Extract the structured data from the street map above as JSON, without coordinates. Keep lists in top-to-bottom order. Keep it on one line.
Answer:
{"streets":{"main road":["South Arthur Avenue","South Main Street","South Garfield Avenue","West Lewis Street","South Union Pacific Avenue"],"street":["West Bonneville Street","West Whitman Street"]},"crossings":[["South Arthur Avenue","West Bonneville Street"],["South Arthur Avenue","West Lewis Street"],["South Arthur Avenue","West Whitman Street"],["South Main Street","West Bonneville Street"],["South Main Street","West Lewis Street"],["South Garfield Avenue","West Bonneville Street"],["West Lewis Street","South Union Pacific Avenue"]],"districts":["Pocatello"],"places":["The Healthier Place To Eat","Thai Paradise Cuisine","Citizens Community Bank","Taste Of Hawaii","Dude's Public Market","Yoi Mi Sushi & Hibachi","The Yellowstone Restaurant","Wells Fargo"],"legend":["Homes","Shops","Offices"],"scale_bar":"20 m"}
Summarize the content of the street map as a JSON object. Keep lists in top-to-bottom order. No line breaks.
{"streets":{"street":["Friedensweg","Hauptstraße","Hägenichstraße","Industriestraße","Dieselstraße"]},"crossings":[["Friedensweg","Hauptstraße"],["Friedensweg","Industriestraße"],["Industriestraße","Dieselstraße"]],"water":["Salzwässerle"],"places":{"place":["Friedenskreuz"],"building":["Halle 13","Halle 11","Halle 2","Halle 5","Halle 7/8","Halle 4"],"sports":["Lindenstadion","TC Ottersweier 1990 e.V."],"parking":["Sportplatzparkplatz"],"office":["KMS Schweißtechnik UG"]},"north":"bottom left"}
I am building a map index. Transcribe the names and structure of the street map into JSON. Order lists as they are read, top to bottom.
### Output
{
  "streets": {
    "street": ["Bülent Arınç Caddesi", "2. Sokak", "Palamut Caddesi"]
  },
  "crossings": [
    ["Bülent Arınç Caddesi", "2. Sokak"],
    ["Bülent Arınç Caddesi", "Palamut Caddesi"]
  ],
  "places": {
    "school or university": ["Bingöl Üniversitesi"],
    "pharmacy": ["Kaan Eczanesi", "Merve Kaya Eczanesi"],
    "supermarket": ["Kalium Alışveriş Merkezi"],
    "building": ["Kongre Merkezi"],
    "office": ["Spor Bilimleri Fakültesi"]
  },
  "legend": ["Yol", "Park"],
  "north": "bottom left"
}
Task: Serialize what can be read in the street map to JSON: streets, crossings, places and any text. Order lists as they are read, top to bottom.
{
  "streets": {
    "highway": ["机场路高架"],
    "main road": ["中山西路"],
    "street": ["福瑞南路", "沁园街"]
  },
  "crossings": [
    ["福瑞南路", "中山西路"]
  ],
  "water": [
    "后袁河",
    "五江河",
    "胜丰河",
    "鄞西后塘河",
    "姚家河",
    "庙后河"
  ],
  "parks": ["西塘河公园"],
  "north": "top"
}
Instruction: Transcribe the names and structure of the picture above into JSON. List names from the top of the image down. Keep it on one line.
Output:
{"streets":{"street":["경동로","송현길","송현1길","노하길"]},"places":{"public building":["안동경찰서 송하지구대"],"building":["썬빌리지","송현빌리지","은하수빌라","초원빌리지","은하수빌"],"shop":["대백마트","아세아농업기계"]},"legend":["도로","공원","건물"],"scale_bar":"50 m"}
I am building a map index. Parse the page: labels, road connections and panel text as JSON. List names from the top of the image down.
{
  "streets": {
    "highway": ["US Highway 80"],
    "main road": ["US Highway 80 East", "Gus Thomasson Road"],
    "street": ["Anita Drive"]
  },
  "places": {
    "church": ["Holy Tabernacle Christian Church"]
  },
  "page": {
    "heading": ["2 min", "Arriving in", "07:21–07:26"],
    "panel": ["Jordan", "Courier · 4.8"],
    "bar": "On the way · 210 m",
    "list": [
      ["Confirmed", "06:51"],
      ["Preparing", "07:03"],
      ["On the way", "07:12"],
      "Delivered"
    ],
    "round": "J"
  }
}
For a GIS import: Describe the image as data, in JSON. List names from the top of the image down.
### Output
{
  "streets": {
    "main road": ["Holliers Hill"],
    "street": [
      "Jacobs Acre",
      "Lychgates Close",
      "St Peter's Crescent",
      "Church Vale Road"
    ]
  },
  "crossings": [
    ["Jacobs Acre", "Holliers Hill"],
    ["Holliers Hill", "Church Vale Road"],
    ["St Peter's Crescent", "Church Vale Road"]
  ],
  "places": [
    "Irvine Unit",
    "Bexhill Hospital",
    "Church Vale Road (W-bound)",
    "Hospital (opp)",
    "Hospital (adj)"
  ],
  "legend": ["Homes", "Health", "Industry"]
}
----------------
[What you will do]
From the entries above, extract every line where the word "data" appears.

[Solution for this exercise]
Extract the structured data from the street map above as JSON, without coordinates. Keep lists in top-to-bottom order. Keep it on one line.
For a GIS import: Describe the image as data, in JSON. List names from the top of the image down.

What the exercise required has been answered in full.